One thing to keep in mind about the in-browser corpus: it has \(38\) words, most appearing only \(1\) to \(3\) times each, so the difference between exponents is subtle to watch live. The Python script on the \(459\)-word corpus shows the effect more clearly, and the cosine evaluation in the next subsection shows it best.
Observations on Frequency-Biased Sampling
First, the embedding geometry barely shows any difference. The side-by-side scatter below puts the §4.8 final state next to the §4.9 final state. The two clouds look very similar at this scale and on a corpus this size. Mean vector norm and mean pairwise distance are also nearly identical between the two when the embedding dimension is high enough to give the algorithm room to work. The §4.9 final state looks a bit more compact though.
Second, and most importantly, the actual quality of the trained vectors improves. The right way to measure that is cosine similarity on representative word pairs, not summary statistics over the whole cloud.
The table below summarises the cosine similarity of ten representative pairs under both samplers. The first five pairs are word pairs that should end up similar in a good embedding; the bottom five pairs should end up unrelated. Green deltas mark improvements (higher cosine for similar pairs, lower cosine for unrelated ones) while red marks regressions, and grey is essentially flat.
| Word pair | (§4.8) | (§4.9) | Δ | Notes |
|---|---|---|---|---|
| Similar pairs - want high cosine | ||||
| king/queen | +0.50 | +0.59 | +0.09 | clear improvement |
| dog/cat | +0.40 | +0.56 | +0.16 | substantial improvement |
| bus/train | +0.84 | +0.87 | +0.03 | small improvement |
| coffee/tea | +0.77 | +0.80 | +0.03 | small improvement |
| prince/princess | +0.49 | +0.47 | −0.02 | essentially flat |
| Unrelated pairs - want low cosine | ||||
| library/tea | +0.23 | +0.03 | −0.20 | substantial improvement |
| teacher/dog | +0.25 | +0.20 | −0.05 | small improvement |
| dog/morning | +0.20 | +0.15 | −0.05 | small improvement |
| king/coffee | +0.27 | +0.24 | −0.03 | small improvement |
| queen/breakfast | −0.02 | +0.08 | +0.10 | single regression |
The "similarity gap", which is the average cosine of related pairs minus the average cosine of unrelated pairs, widens by about \(0.10\) under §4.9. That is a real, consistent shift on \(8\) of \(10\) representative pairs, and it is exactly the kind of improvement frequency-biased sampling is supposed to produce. Rare content words get less random repulsion, so their final positions are driven more by their few real attractions and less by noise.
Another note on the Frequency-Biased Sampling: The improvement above is modest, partly because the corpus is small (\(459\) words versus the billions most other state of the art word-embeddings were originally trained on) and partly because the rare-word problem is much more severe on real text, where the long tail of low-frequency words is far heavier. The qualitative claim that frequency-biased sampling produces better cosine similarity on rare-word pairs would still hold on a much larger corpus, and the magnitude of the effect would be much larger too.

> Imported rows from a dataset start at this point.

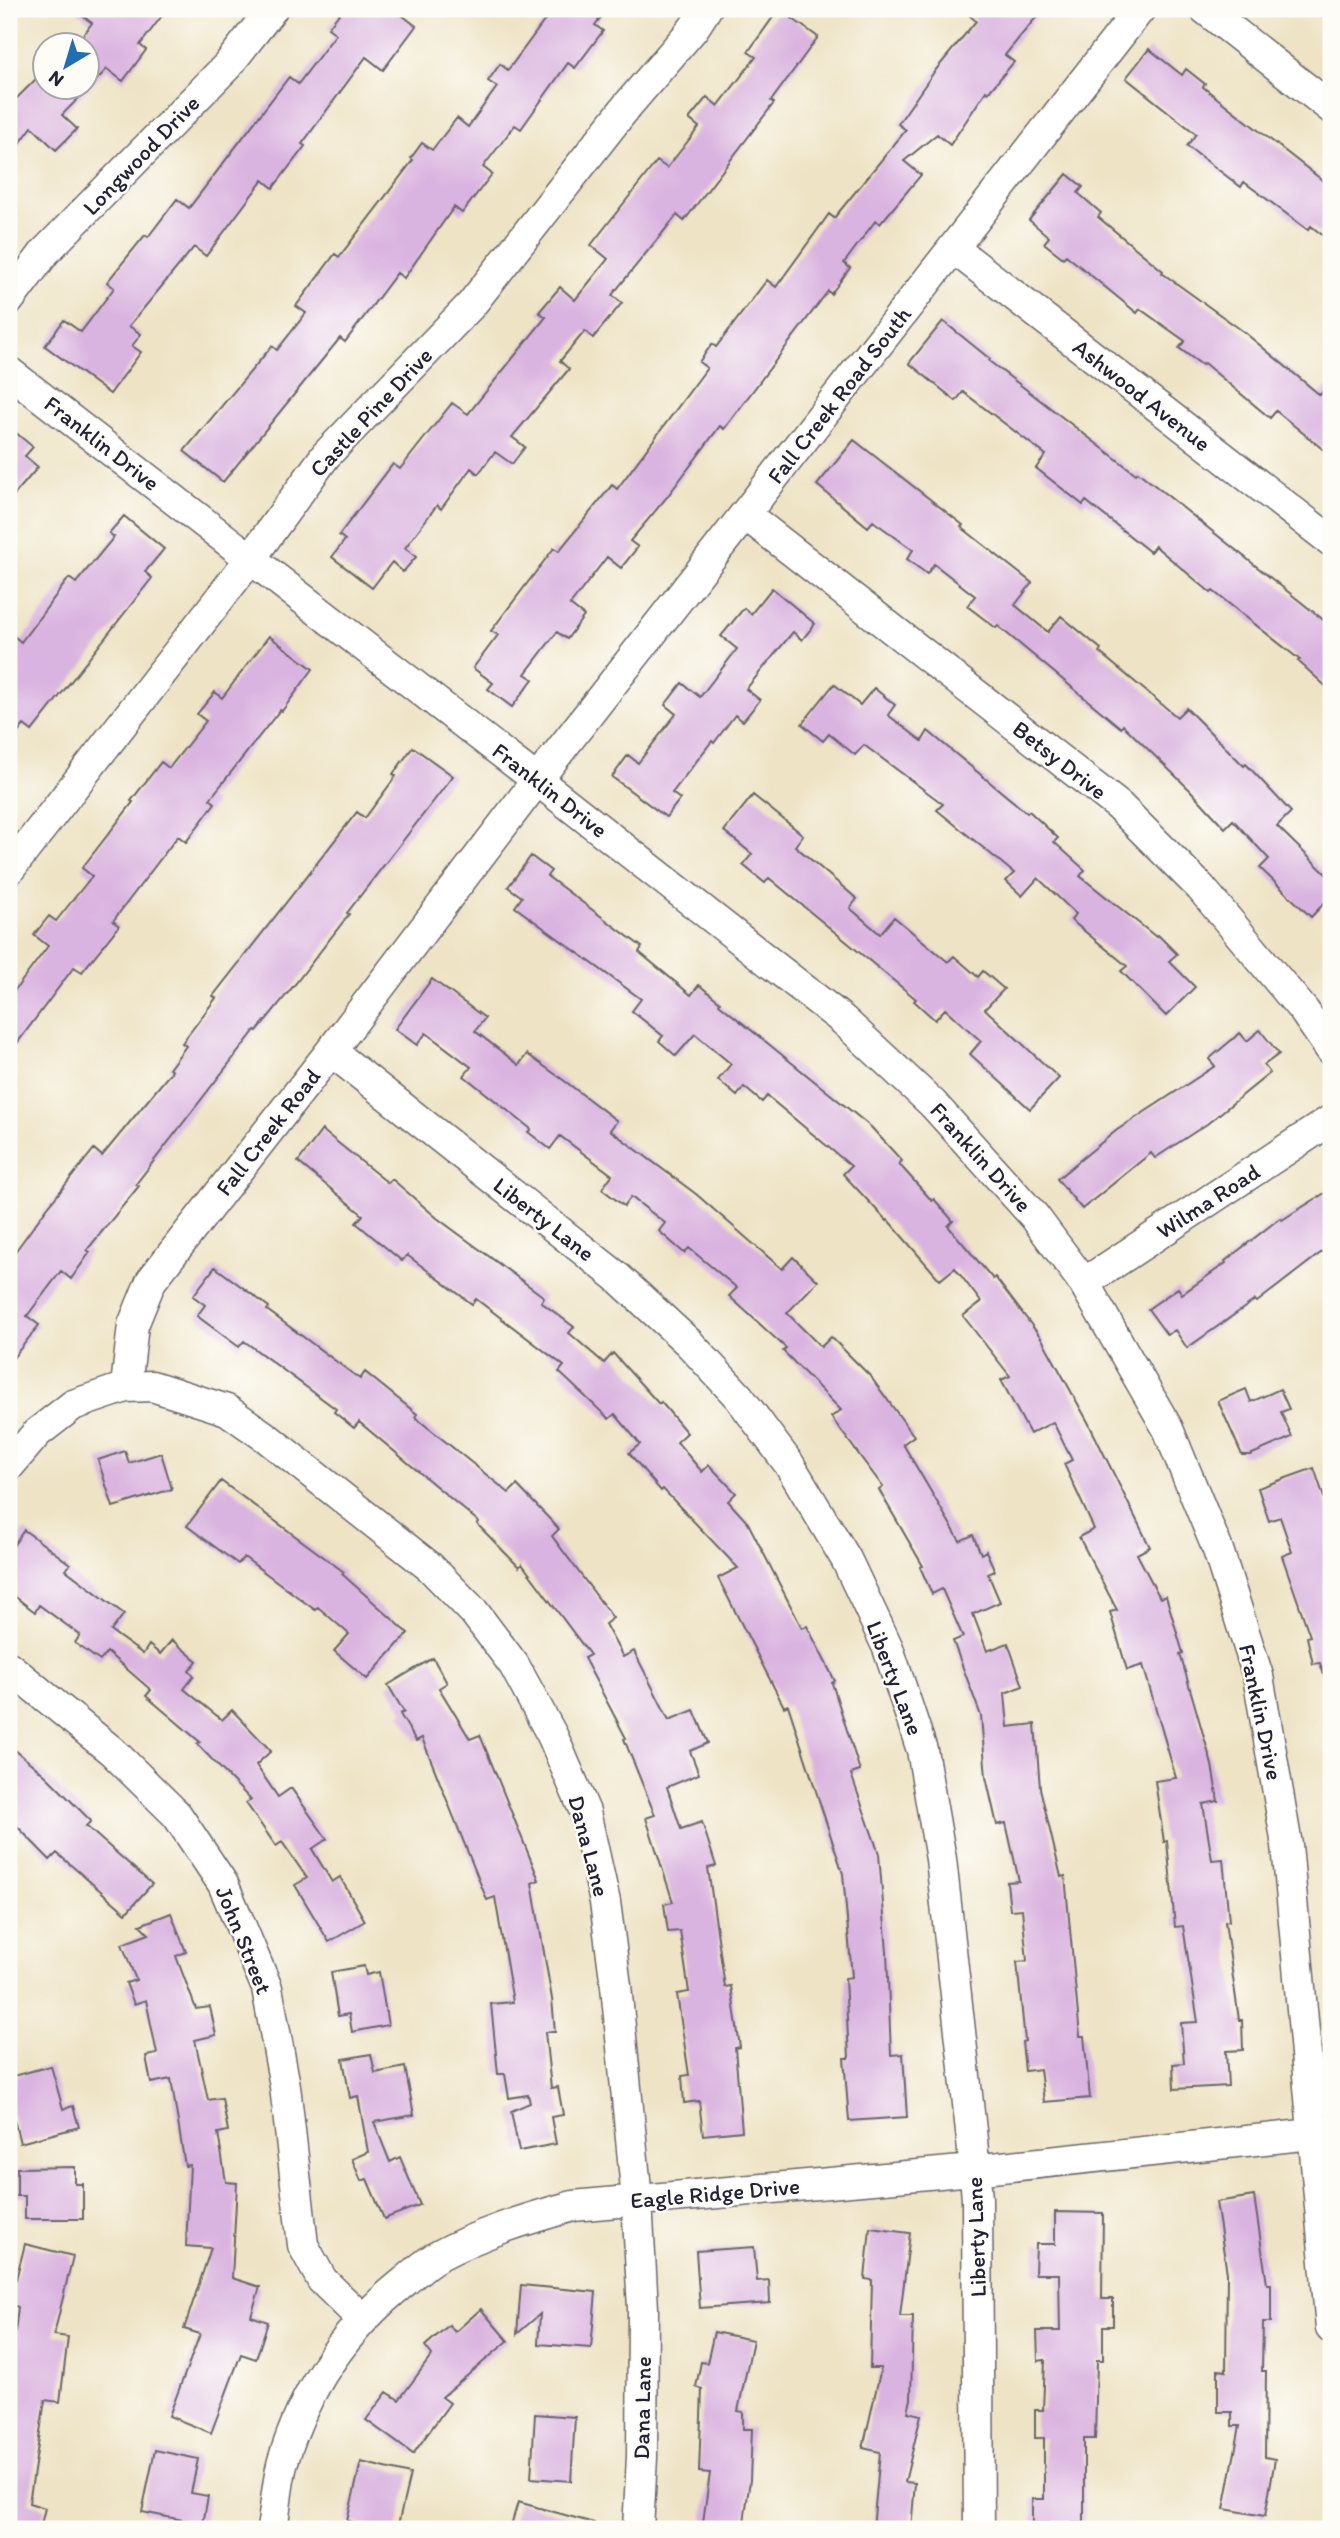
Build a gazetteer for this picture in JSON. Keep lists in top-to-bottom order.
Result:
{
  "streets": {
    "street": [
      "Longwood Drive",
      "Fall Creek Road South",
      "Ashwood Avenue",
      "Castle Pine Drive",
      "Franklin Drive",
      "Betsy Drive",
      "Fall Creek Road",
      "Wilma Road",
      "Liberty Lane",
      "Dana Lane",
      "John Street",
      "Eagle Ridge Drive"
    ]
  },
  "crossings": [
    ["Fall Creek Road South", "Ashwood Avenue"],
    ["Fall Creek Road South", "Franklin Drive"],
    ["Fall Creek Road South", "Betsy Drive"],
    ["Fall Creek Road South", "Fall Creek Road"],
    ["Castle Pine Drive", "Franklin Drive"],
    ["Franklin Drive", "Fall Creek Road"],
    ["Franklin Drive", "Wilma Road"],
    ["Franklin Drive", "Eagle Ridge Drive"],
    ["Fall Creek Road", "Liberty Lane"],
    ["Fall Creek Road", "Dana Lane"],
    ["Liberty Lane", "Eagle Ridge Drive"],
    ["Dana Lane", "Eagle Ridge Drive"],
    ["John Street", "Eagle Ridge Drive"]
  ],
  "north": "bottom left"
}
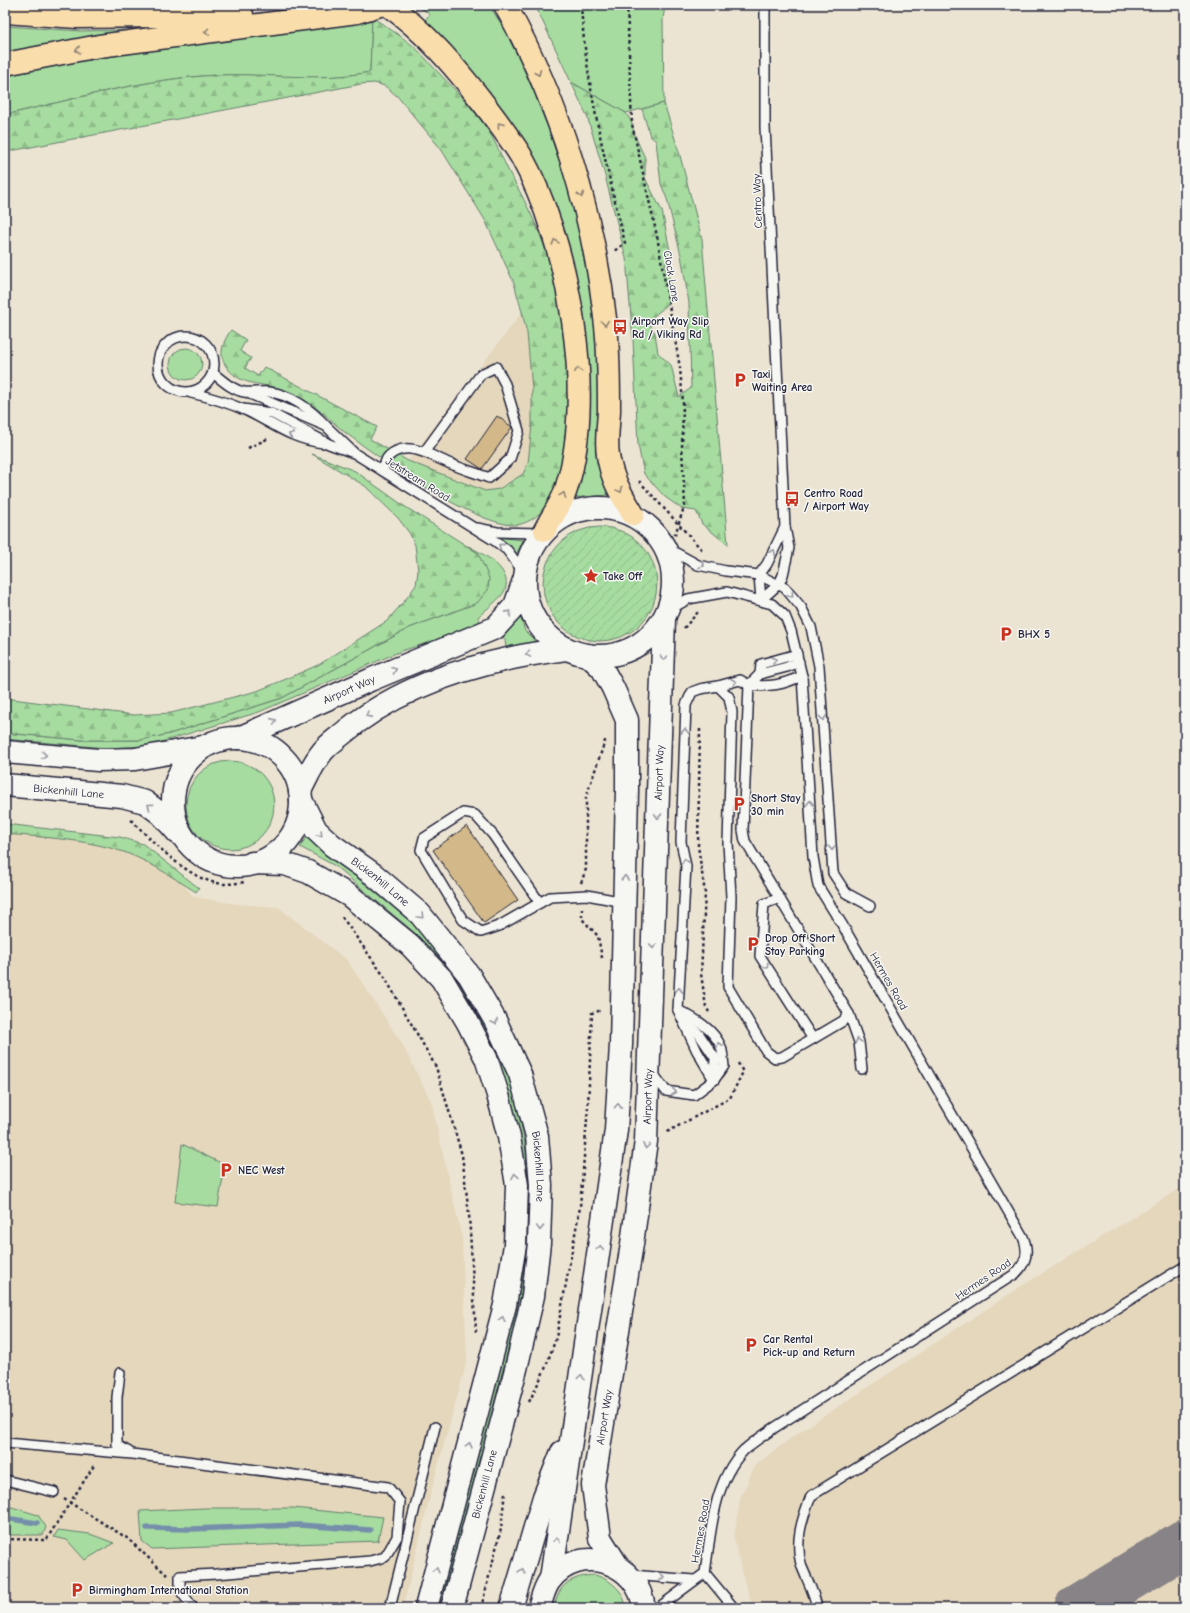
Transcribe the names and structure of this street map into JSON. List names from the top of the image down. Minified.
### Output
{"streets":{"street":["Airport Way","Bickenhill Lane"],"lane":["Centro Way","Jetstream Road","Hermes Road"],"path":["Clock Lane"]},"crossings":[["Clock Lane","Airport Way"],["Jetstream Road","Airport Way"],["Airport Way","Bickenhill Lane"],["Airport Way","Hermes Road"]],"places":{"bus stop":["Airport Way Slip Rd / Viking Rd","Centro Road / Airport Way"],"parking":["Taxi Waiting Area","BHX 5","Short Stay 30 min","Drop Off Short Stay Parking","NEC West","Car Rental Pick-up and Return","Birmingham International Station"],"place":["Take Off"]}}
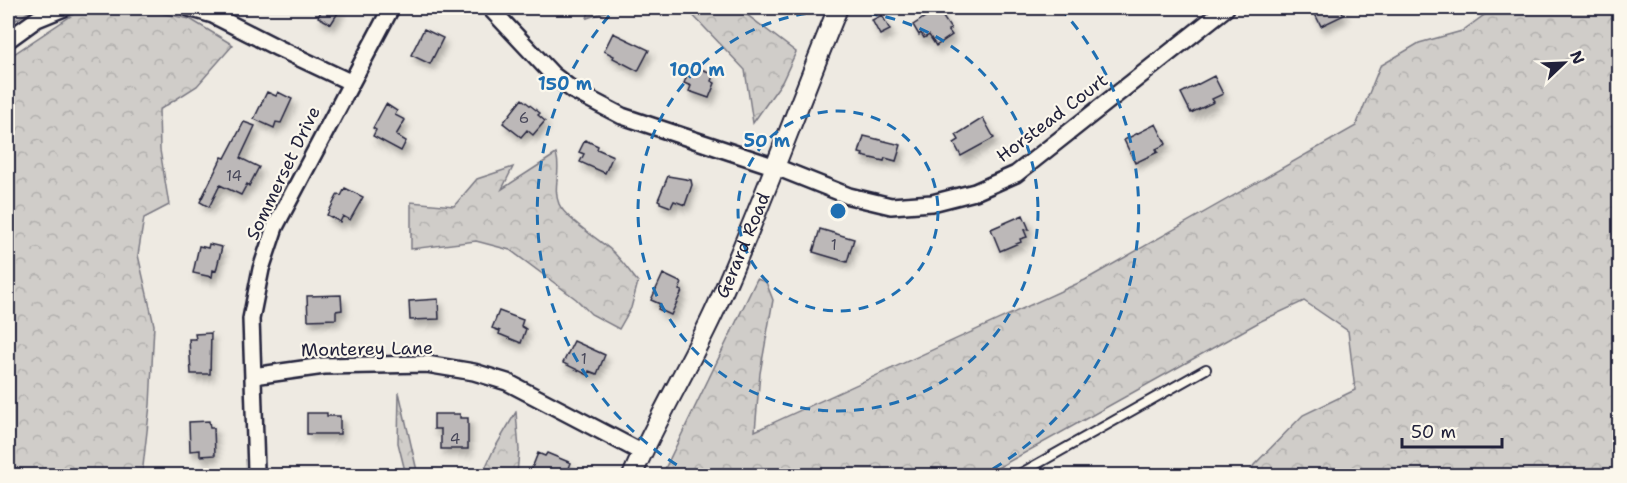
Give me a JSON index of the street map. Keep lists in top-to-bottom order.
{
  "streets": {
    "street": [
      "Horstead Court",
      "Sommerset Drive",
      "Gerard Road",
      "Monterey Lane"
    ]
  },
  "crossings": [
    ["Horstead Court", "Gerard Road"],
    ["Sommerset Drive", "Monterey Lane"],
    ["Gerard Road", "Monterey Lane"]
  ],
  "house_numbers": [
    "6",
    "14",
    "1",
    "1",
    "4"
  ],
  "scale_bar": "50 m",
  "north": "top right",
  "rings": ["100 m", "150 m", "50 m"]
}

With this swap in place, the project now has a working from-scratch contrastive word-embedding algorithm. It pulls related words together (§4.5), it pushes random pairs apart with an off-switch when they reach the margin (§4.8), and it samples those random pairs proportional to how often each word actually appears in the corpus (§4.9). Three rules, one new idea per section, applied to a corpus of arbitrary size.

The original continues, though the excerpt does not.